Cron told you that he just guesses those people aren't qualified. I guess that means that every person that's been convicted in these courts, based on their testimony, I guess we need to just let all of them go, because none of those guys are qualified. Only Cron's the person that's qualified to do fingerprints, okay?
Now he told you he was a consultant, all right? He told you he's retired, and then he told you that he wasn't being paid for this. Well, you know what? That's exactly what his testimony was worth. Nothing. Absolutely nothing.

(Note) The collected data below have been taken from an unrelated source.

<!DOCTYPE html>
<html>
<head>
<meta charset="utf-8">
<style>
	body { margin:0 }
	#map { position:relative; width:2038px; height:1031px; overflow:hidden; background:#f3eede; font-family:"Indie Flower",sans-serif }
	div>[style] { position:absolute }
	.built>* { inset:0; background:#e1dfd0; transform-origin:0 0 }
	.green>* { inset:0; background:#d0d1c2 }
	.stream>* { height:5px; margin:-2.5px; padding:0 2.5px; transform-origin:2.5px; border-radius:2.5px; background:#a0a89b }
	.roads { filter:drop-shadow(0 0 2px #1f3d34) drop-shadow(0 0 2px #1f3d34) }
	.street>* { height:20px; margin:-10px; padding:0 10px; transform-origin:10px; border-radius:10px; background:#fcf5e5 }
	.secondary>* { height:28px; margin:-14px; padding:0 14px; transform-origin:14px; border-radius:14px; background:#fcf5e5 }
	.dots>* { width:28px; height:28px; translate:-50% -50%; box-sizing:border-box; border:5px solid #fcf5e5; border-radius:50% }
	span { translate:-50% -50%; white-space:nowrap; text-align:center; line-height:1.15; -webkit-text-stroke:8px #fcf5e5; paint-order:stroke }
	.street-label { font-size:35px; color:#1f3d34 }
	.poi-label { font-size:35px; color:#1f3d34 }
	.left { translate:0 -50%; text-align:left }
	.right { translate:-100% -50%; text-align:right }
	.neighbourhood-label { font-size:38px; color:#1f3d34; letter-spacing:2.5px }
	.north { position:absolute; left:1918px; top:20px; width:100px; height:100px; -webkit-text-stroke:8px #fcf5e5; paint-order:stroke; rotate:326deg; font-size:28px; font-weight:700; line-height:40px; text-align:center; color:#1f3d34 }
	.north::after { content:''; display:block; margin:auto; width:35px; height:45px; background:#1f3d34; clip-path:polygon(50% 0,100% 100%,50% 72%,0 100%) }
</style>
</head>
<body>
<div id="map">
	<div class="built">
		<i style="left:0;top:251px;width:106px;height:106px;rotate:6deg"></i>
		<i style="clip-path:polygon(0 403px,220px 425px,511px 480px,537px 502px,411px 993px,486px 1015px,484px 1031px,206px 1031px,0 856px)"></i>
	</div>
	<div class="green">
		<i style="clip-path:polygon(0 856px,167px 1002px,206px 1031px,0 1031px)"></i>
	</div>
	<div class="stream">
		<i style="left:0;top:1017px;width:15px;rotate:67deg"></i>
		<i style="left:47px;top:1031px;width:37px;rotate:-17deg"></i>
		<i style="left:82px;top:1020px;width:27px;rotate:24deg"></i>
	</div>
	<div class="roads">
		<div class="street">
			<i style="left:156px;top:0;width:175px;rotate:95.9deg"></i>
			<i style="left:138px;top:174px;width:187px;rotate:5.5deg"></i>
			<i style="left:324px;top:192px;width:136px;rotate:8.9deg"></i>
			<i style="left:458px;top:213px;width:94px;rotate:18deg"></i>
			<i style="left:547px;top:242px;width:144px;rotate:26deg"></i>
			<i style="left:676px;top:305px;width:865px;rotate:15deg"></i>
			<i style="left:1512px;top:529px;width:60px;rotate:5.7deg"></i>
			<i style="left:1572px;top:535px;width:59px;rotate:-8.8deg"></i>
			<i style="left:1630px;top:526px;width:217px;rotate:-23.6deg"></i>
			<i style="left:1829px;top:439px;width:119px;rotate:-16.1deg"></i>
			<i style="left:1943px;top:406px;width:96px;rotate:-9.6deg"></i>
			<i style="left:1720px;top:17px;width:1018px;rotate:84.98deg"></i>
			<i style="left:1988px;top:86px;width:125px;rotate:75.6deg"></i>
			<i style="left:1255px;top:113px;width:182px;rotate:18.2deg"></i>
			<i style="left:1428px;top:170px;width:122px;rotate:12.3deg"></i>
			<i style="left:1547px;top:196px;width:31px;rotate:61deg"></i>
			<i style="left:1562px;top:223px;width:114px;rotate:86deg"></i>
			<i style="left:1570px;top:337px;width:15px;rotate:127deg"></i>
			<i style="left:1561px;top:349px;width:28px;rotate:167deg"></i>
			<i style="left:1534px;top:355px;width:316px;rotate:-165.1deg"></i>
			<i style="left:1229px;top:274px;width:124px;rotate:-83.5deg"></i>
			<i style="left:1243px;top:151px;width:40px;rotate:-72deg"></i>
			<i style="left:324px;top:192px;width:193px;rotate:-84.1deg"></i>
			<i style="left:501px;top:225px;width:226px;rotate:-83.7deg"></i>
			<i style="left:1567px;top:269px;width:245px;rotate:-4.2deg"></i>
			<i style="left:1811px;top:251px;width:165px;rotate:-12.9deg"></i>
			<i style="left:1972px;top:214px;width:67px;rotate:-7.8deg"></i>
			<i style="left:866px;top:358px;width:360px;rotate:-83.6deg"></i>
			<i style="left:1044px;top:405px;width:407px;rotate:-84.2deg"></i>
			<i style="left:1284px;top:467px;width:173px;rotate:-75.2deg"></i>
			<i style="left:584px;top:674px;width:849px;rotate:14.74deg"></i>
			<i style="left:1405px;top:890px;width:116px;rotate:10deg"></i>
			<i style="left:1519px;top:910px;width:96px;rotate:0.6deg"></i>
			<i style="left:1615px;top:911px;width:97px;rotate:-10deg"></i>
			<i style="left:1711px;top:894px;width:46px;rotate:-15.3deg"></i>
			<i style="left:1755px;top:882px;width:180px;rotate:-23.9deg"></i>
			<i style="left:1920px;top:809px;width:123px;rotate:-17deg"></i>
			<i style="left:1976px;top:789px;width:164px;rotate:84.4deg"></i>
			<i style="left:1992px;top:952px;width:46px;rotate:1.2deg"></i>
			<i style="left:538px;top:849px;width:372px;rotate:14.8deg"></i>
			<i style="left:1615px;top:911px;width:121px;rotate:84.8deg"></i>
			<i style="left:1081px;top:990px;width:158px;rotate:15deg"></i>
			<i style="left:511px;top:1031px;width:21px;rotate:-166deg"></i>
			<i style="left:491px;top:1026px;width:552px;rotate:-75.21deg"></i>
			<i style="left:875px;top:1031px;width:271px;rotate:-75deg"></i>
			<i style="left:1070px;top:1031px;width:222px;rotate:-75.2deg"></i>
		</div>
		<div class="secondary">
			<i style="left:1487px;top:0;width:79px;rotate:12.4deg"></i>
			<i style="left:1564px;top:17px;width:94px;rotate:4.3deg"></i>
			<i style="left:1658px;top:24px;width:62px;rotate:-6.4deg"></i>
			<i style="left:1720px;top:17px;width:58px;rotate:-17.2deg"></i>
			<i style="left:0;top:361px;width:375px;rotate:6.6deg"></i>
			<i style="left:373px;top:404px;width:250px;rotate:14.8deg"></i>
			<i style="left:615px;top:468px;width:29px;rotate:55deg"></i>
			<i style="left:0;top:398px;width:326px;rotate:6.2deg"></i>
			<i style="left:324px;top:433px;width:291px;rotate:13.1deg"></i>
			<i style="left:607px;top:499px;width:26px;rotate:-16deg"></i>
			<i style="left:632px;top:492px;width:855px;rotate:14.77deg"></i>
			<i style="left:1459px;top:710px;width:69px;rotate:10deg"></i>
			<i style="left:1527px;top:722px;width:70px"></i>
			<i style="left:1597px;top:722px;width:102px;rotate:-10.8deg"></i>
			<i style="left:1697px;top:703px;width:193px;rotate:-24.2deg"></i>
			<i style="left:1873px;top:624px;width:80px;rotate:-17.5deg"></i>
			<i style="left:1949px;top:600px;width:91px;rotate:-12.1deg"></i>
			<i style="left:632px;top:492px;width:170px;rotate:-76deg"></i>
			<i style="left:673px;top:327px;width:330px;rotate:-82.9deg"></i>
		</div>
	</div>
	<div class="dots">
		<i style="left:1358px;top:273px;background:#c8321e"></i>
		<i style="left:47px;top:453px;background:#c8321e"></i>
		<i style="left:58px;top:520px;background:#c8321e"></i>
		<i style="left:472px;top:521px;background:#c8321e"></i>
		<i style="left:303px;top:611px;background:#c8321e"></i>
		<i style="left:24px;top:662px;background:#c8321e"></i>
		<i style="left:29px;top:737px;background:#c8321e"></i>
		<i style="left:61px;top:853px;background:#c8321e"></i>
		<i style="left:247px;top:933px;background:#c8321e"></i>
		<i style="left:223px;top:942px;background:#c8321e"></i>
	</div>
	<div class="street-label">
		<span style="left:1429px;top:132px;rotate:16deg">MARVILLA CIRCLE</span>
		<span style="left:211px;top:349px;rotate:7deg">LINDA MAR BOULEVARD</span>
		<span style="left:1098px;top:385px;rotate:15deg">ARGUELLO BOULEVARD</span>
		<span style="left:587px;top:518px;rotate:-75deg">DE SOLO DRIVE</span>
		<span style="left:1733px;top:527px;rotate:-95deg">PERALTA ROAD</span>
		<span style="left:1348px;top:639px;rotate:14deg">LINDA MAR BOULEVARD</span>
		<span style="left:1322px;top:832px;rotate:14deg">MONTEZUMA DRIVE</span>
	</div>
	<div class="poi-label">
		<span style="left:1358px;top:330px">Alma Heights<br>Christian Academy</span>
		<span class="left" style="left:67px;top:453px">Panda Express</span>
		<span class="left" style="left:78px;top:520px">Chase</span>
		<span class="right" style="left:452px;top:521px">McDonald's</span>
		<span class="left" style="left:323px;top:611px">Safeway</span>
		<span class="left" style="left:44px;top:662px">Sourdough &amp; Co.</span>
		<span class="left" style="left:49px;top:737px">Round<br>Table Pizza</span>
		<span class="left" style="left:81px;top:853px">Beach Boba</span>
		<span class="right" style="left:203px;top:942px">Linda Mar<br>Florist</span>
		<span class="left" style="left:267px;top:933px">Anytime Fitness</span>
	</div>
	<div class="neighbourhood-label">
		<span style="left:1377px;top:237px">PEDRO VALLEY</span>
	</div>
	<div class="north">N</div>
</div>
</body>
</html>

Now, what does he tell you? That people have 150 to 175 comparable points, okay? We know from — from some people, some of the testimony was, is that, well, you know, I'll go with eight.
We know the FBI requires twelve, okay?
Cron says, I don't have a minimum. I can go with one. I bet he can. I bet he would. Not that it would be right, but he would be willing to do that.
You know, the State has all these great exhibits. Look at all this stuff they put together. The most important piece of their evidence is these fingerprints that supposedly show this man's fingerprint there at the location on that pillow, okay? What's the one wonderful piece of exhibit that they don't bring you? This incredibly important fingerprint.
What does Cron tell you? Well, I can't really — I can't show it to the jury. I can't do it. You know, people do that all the time. They put the fingerprints up there and slide them together so that you can see their match. Would they do it here? No. In fact, he refused to do it. He refused to show it to any other experts. He knew that all the other experts said it's not comparable. It just can't be done. That's what all the testimony is, okay?
He also, you know, told you that he couldn't even show it to our expert, okay? He tried to draw it out to him and he couldn't show it to our expert.
You know, the State could have called our expert up here if our expert could have identified it. They didn't do that. They have just as much right to bring him up there to testify. Guess what? Why didn't they do it? Because it's not our client's fingerprint.